→ **Supplied records**:
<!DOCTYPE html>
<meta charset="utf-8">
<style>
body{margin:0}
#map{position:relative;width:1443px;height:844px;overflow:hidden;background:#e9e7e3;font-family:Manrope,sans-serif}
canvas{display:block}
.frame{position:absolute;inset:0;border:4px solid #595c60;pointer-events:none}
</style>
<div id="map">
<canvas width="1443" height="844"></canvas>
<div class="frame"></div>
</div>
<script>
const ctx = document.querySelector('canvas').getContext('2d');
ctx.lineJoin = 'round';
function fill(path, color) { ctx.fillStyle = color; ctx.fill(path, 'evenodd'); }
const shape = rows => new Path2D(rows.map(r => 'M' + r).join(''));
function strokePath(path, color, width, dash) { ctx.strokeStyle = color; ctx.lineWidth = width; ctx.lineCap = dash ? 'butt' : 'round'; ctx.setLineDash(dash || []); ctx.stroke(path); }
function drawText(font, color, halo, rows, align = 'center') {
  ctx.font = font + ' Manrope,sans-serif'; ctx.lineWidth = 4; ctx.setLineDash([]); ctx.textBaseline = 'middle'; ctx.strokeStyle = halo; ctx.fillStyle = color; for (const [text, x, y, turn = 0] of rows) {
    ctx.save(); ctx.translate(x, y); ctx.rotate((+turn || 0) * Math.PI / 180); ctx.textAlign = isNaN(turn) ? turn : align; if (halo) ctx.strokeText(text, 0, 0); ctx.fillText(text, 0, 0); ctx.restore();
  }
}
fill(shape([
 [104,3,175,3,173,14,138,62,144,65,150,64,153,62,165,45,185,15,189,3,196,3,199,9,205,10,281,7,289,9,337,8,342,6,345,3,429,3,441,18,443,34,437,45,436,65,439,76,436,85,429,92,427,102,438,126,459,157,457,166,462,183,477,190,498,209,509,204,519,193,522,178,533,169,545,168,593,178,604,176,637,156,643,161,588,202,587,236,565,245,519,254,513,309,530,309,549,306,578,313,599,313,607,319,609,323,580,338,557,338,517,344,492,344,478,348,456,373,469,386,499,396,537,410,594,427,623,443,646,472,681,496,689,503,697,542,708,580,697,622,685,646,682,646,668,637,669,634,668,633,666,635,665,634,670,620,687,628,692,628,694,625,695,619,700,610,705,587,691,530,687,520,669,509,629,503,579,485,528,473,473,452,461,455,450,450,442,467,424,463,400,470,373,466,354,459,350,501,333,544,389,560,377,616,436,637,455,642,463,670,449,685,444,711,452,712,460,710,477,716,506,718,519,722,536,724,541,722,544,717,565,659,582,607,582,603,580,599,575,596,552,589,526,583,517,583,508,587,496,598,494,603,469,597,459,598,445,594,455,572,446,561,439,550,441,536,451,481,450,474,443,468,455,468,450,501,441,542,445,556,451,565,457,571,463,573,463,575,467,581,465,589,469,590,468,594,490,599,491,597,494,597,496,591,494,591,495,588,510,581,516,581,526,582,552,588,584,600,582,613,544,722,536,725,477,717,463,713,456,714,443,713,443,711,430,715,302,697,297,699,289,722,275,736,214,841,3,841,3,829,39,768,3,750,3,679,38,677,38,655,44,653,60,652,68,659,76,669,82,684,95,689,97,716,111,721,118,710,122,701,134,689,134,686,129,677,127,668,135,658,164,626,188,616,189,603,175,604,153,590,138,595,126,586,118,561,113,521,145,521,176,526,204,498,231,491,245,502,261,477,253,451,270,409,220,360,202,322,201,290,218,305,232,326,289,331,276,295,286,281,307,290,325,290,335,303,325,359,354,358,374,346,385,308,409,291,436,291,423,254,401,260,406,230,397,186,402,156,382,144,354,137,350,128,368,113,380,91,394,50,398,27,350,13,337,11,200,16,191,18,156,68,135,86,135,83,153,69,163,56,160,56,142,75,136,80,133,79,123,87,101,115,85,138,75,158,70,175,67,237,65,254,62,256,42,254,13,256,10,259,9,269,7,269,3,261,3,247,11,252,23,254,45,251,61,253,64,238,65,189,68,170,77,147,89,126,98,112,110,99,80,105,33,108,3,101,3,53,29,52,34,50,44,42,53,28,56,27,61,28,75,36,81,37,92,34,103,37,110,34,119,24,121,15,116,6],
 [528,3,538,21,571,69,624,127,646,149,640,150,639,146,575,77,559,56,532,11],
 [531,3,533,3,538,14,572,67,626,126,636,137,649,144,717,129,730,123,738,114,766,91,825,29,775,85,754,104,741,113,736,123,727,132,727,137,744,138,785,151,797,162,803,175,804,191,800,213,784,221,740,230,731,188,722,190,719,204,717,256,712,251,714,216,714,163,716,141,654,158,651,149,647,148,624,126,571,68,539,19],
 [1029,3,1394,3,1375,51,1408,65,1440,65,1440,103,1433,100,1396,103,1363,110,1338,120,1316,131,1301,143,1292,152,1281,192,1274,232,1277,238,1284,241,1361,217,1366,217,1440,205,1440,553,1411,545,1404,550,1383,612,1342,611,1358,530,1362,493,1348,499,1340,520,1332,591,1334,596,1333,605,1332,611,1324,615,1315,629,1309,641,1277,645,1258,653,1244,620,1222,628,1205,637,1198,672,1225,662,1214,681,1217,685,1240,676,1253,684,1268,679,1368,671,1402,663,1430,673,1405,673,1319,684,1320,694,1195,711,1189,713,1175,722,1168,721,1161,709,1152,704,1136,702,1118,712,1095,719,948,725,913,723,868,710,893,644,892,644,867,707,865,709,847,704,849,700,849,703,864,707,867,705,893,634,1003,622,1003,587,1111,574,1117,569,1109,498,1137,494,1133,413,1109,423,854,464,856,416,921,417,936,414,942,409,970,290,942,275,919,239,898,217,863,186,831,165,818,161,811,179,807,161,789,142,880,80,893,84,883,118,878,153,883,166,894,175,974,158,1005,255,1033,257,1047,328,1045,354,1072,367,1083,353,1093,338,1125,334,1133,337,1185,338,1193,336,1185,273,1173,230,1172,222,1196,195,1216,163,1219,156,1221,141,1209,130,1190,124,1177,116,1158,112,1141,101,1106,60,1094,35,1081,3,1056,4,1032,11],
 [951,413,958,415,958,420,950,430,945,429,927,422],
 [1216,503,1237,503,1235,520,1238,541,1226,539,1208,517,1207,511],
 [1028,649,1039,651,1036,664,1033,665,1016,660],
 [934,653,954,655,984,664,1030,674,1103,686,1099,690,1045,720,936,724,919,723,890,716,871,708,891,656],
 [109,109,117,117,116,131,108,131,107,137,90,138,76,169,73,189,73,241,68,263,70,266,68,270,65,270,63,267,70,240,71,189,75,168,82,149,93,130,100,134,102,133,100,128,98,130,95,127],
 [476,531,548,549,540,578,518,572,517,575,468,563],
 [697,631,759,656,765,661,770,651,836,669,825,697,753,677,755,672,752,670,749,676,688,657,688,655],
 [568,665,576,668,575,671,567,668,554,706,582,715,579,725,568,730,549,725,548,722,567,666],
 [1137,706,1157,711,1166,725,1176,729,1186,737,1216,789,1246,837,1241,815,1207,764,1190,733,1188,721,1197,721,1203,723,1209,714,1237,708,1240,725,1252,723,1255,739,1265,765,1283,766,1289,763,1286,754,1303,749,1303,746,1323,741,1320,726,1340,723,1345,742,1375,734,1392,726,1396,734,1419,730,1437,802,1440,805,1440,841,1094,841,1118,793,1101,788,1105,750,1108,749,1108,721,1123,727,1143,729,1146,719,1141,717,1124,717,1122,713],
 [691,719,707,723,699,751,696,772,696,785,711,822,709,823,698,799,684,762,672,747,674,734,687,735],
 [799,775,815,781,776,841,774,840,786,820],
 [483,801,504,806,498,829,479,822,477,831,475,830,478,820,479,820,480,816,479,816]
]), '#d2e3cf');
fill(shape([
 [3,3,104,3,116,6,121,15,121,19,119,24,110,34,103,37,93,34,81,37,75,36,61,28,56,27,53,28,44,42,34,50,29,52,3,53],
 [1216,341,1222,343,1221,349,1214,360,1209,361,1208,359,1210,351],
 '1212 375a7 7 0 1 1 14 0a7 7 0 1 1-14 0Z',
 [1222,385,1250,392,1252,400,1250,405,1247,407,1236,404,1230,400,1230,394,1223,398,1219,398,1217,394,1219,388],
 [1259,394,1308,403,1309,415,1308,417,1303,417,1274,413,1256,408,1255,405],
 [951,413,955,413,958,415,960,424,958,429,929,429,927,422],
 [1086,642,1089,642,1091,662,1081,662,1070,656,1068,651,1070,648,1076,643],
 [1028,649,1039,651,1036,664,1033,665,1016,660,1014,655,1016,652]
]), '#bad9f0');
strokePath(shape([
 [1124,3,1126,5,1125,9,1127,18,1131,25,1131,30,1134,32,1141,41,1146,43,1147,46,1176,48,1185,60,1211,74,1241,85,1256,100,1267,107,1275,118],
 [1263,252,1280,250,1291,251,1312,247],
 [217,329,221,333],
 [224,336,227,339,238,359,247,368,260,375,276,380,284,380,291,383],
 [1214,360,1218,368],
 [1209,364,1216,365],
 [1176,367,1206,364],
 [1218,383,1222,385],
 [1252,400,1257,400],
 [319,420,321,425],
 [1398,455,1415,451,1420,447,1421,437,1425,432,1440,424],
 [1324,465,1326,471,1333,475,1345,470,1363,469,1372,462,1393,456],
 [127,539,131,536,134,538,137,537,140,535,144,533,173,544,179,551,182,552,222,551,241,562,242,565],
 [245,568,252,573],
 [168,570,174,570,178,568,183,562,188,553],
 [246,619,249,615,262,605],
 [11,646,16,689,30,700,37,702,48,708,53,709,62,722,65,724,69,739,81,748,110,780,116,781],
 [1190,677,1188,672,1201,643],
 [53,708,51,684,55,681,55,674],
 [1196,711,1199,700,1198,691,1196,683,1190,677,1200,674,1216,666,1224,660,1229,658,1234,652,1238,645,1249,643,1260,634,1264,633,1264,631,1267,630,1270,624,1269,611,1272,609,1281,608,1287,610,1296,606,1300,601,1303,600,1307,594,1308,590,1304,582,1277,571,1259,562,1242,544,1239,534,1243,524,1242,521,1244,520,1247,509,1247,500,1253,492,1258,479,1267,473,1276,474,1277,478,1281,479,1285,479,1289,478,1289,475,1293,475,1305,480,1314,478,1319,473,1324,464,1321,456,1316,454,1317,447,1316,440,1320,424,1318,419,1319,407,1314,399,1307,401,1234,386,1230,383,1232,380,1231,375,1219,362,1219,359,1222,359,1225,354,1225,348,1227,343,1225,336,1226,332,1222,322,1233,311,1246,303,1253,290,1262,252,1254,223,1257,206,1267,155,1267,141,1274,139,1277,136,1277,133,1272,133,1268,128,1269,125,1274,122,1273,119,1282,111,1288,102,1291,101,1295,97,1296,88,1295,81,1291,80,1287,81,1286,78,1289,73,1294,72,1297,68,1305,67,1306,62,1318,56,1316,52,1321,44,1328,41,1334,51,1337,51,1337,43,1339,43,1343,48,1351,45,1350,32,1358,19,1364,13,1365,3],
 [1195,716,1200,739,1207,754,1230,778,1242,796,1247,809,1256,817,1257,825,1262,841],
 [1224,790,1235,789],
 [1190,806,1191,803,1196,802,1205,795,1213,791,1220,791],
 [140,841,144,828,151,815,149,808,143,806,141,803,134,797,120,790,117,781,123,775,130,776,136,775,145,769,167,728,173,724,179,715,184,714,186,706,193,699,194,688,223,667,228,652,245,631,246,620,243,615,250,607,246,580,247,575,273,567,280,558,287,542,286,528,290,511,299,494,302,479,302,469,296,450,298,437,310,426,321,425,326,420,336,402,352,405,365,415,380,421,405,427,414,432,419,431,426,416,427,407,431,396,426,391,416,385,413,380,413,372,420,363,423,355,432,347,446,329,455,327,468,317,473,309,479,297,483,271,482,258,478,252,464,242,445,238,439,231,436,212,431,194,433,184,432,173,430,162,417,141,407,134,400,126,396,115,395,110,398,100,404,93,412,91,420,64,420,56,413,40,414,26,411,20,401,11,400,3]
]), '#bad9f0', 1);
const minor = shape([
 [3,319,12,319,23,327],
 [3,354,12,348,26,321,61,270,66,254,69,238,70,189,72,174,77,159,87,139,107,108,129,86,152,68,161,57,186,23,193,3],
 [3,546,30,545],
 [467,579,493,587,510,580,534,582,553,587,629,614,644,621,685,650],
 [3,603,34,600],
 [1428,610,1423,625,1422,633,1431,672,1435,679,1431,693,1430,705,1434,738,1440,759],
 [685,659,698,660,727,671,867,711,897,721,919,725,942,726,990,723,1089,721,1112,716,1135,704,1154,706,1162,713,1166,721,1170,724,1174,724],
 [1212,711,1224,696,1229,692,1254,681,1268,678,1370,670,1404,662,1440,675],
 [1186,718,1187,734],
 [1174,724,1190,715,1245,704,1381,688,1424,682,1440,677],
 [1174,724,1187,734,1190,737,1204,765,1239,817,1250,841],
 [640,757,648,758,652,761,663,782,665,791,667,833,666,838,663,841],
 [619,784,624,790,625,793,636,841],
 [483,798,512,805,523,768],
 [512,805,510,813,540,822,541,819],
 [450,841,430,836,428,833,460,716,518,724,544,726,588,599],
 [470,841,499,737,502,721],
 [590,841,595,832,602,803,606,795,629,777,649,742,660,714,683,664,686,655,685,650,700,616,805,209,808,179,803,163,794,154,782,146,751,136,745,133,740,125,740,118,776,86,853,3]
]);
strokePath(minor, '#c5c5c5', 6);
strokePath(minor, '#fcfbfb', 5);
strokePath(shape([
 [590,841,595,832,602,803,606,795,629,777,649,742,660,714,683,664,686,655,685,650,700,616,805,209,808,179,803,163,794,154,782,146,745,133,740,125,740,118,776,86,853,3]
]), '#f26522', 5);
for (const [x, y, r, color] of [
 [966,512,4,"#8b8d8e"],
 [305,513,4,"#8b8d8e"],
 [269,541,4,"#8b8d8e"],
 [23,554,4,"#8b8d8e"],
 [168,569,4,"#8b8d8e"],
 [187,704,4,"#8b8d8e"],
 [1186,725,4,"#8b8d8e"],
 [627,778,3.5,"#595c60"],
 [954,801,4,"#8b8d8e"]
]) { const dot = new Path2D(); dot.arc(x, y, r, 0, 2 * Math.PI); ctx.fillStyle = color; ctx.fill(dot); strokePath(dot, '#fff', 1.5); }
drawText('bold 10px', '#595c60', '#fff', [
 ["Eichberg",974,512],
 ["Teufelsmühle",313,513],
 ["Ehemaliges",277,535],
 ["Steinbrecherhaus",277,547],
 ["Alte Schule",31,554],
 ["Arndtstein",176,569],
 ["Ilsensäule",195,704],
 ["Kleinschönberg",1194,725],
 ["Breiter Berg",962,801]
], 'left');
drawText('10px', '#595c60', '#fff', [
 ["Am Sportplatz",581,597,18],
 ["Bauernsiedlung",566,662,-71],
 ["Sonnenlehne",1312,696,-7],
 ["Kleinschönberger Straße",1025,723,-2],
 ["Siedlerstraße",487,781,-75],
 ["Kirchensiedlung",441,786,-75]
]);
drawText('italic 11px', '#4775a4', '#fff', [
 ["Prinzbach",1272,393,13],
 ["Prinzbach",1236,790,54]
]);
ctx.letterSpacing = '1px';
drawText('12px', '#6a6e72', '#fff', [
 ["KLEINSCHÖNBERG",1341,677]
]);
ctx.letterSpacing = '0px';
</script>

→ **Your objective**: Please give the number of lines in the entries above that hold "rows", with no other text.

→ **Solution for this problem**: 3